What is the main difference between Prim's and Kruskal's algorithms?
- Kruskal's algorithm always selects the edge with the maximum weight.
- Kruskal's algorithm starts with an arbitrary vertex and grows the minimum spanning tree from there.
- Prim's algorithm builds the minimum spanning tree one vertex at a time, while Kruskal's algorithm builds it one edge at a time.
- Prim's algorithm uses a greedy approach and always selects the vertex with the minimum key value.

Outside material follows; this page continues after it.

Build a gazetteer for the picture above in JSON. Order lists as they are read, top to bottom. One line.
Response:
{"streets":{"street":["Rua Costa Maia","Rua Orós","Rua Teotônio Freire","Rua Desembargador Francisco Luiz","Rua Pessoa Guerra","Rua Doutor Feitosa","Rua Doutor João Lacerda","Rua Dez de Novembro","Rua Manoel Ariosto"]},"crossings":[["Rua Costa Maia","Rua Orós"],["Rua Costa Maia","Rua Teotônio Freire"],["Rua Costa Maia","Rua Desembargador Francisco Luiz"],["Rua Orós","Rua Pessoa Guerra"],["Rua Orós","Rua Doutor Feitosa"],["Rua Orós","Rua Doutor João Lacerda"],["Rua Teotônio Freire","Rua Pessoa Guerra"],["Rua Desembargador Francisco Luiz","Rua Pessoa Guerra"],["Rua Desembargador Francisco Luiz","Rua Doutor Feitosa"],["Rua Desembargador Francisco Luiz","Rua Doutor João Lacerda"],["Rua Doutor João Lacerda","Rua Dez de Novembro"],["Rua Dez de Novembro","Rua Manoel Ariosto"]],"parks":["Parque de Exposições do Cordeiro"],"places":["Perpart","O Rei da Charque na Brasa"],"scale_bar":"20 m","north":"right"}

The main difference between Prim's and Kruskal's algorithms is in their approach to building the minimum spanning tree. Prim's algorithm grows the tree one vertex at a time, always selecting the vertex with the minimum key value, while Kruskal's algorithm grows the tree one edge at a time by selecting the smallest available edge.
Consider a scenario where you have a graph representing a network of cities connected by roads with tolls. Discuss the modifications needed to adapt Dijkstra's algorithm to find the shortest path while considering both distance and toll costs.

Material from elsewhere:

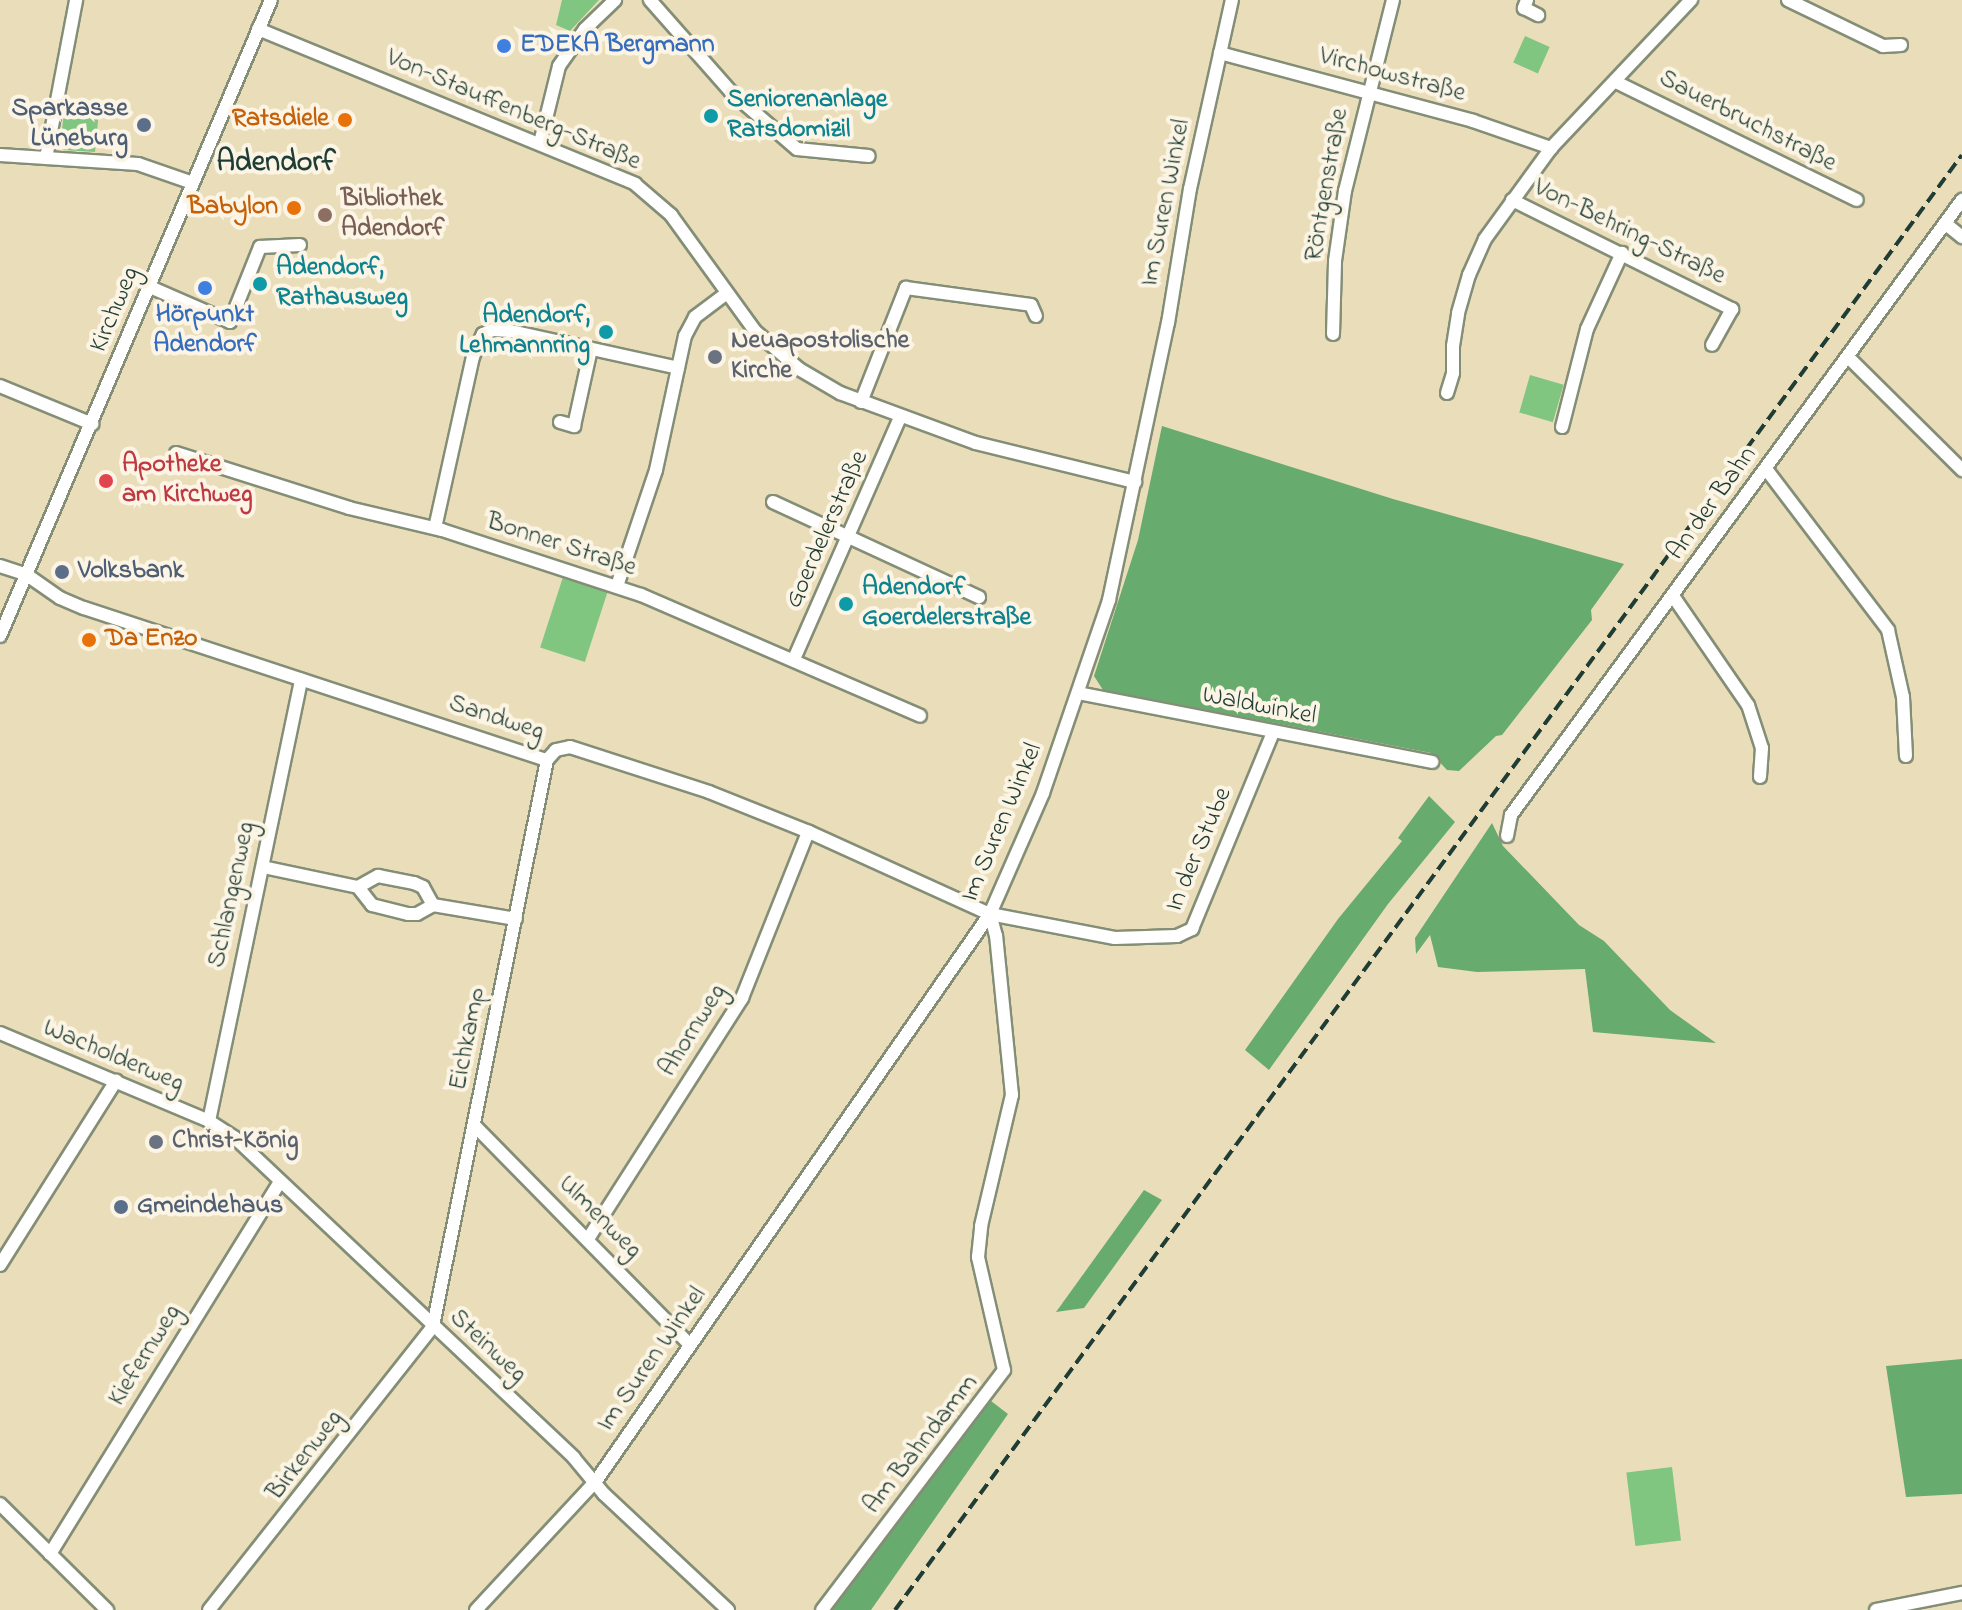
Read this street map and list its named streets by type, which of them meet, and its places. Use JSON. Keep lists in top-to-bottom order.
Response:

- Add toll costs to the edge weights
- Exclude edges with tolls from the graph
- Ignore toll costs and focus only on the distance
- Prioritize routes with the fewest toll booths
To adapt Dijkstra's algorithm for toll costs, you should add toll costs to the edge weights. This modification ensures that the algorithm considers both distance and toll costs when finding the shortest path, providing a more accurate representation of the actual travel expenses.

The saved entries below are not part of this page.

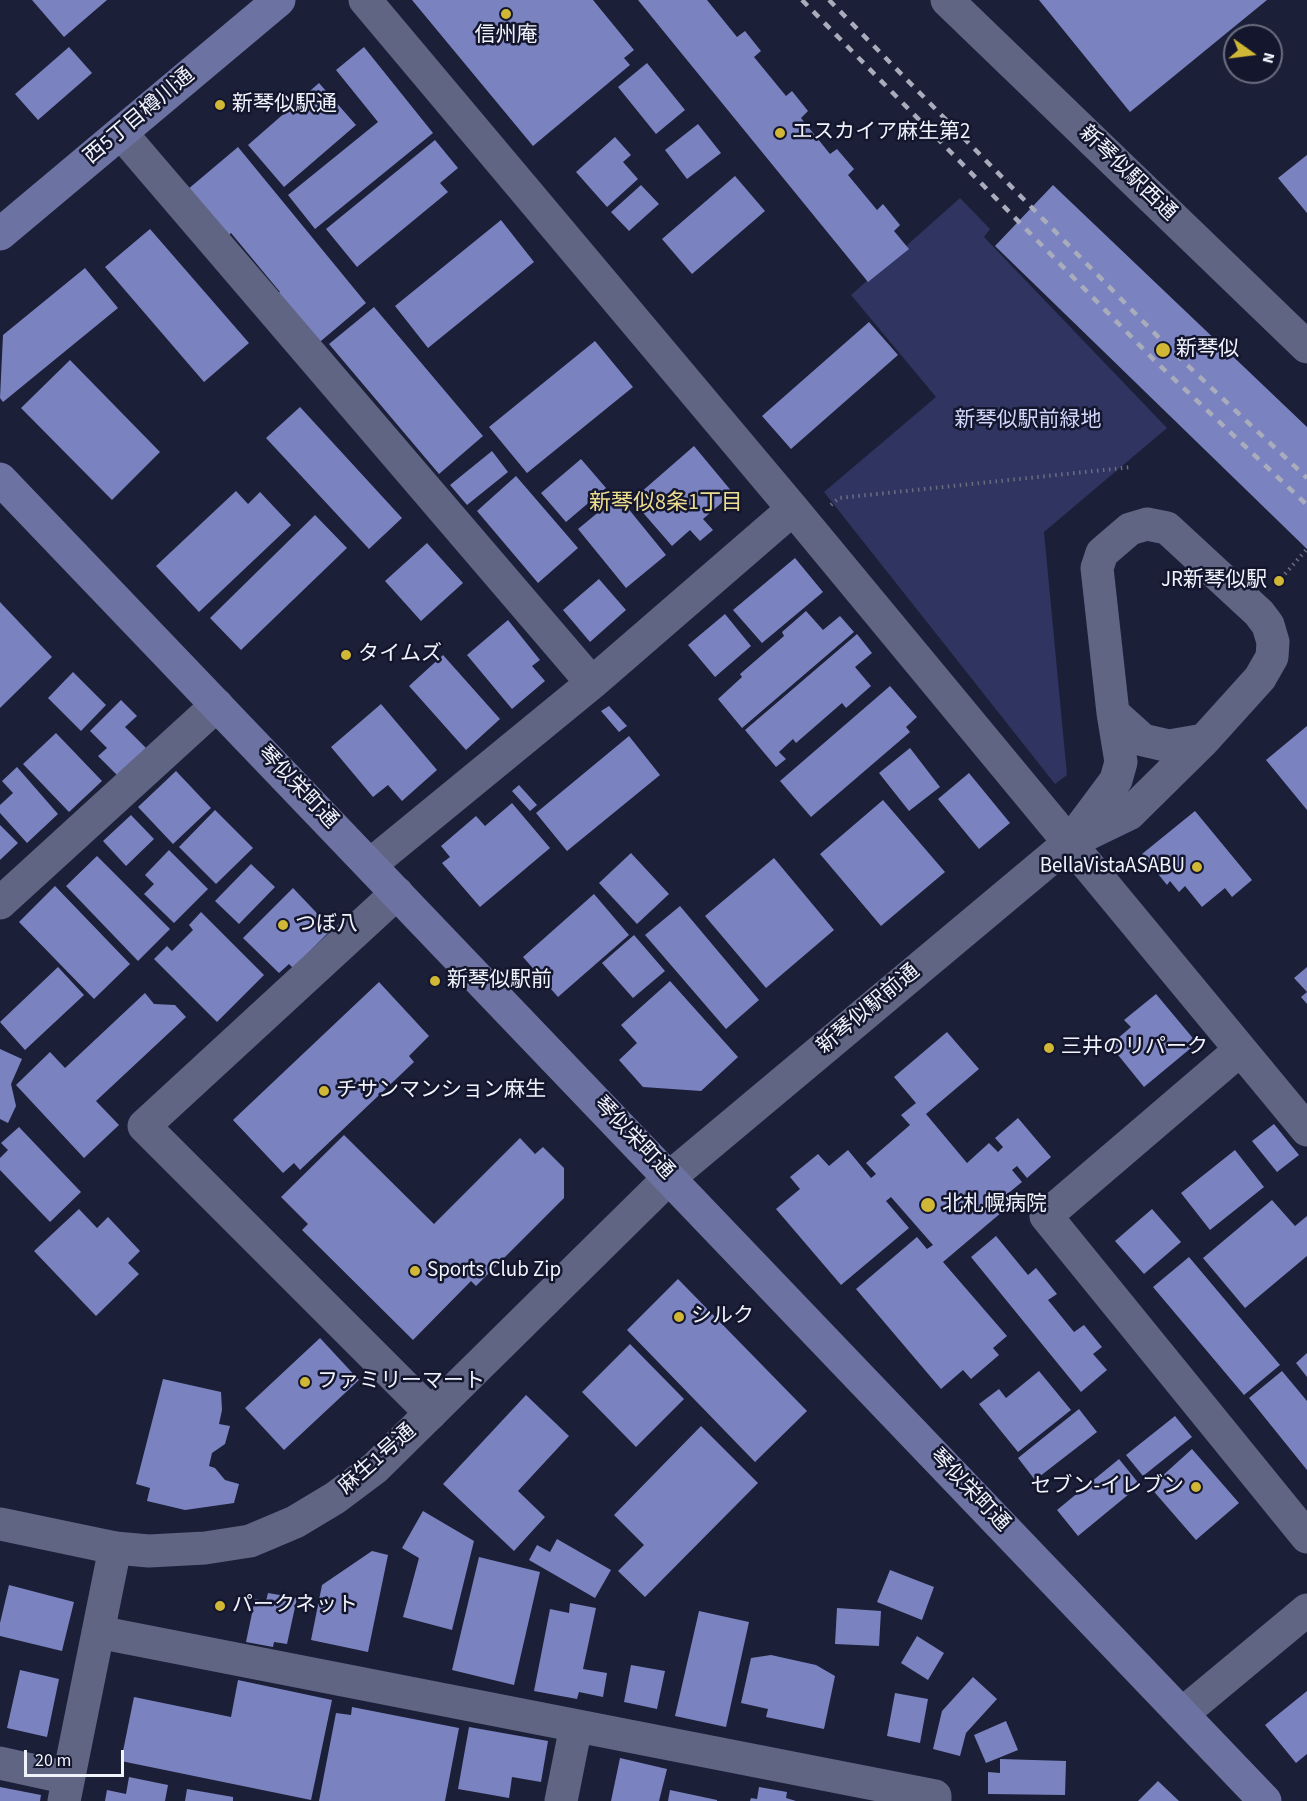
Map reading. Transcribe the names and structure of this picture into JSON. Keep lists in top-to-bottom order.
{
  "streets": {
    "main road": ["西5丁目樽川通", "琴似栄町通"],
    "street": ["新琴似駅西通", "新琴似駅前通", "麻生1号通"]
  },
  "crossings": [
    ["琴似栄町通", "新琴似駅前通"],
    ["琴似栄町通", "麻生1号通"],
    ["新琴似駅前通", "麻生1号通"]
  ],
  "districts": ["新琴似8条1丁目"],
  "parks": ["新琴似駅前緑地"],
  "places": [
    "信州庵",
    "新琴似駅通",
    "エスカイア麻生第2",
    "新琴似",
    "JR新琴似駅",
    "タイムズ",
    "BellaVistaASABU",
    "つぼ八",
    "新琴似駅前",
    "三井のリパーク",
    "チサンマンション麻生",
    "北札幌病院",
    "Sports Club Zip",
    "シルク",
    "ファミリーマート",
    "セブン-イレブン",
    "パークネット"
  ],
  "scale_bar": "20 m",
  "north": "right"
}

Manacher's Algorithm utilizes _______ and _______ arrays to efficiently find the Longest Palindromic Substring.
- Left, Right
- Odd, Even
- Palindrome, Non-palindrome
- Prefix, Suffix
Manacher's Algorithm utilizes Odd and Even arrays to efficiently find the Longest Palindromic Substring. These arrays help to avoid unnecessary re-computation by taking advantage of the symmetric properties of palindromes.
Which pattern matching algorithm uses hashing to efficiently find the occurrence of a pattern within a text?
- Boyer-Moore Algorithm
- Brute Force Algorithm
- Knuth-Morris-Pratt Algorithm
- Rabin-Karp Algorithm
The Rabin-Karp Algorithm uses hashing to efficiently find the occurrence of a pattern within a text. It employs hash functions to create hash values for the pattern and substrings of the text, enabling faster pattern matching.
What is the time complexity of the brute-force approach for finding the Longest Palindromic Substring?
- O(log n)
- O(n log n)
- O(n)
- O(n^2)
The time complexity of the brute-force approach for finding the Longest Palindromic Substring is O(n^2), where 'n' is the length of the input string. This is because it involves nested loops to explore all possible substrings.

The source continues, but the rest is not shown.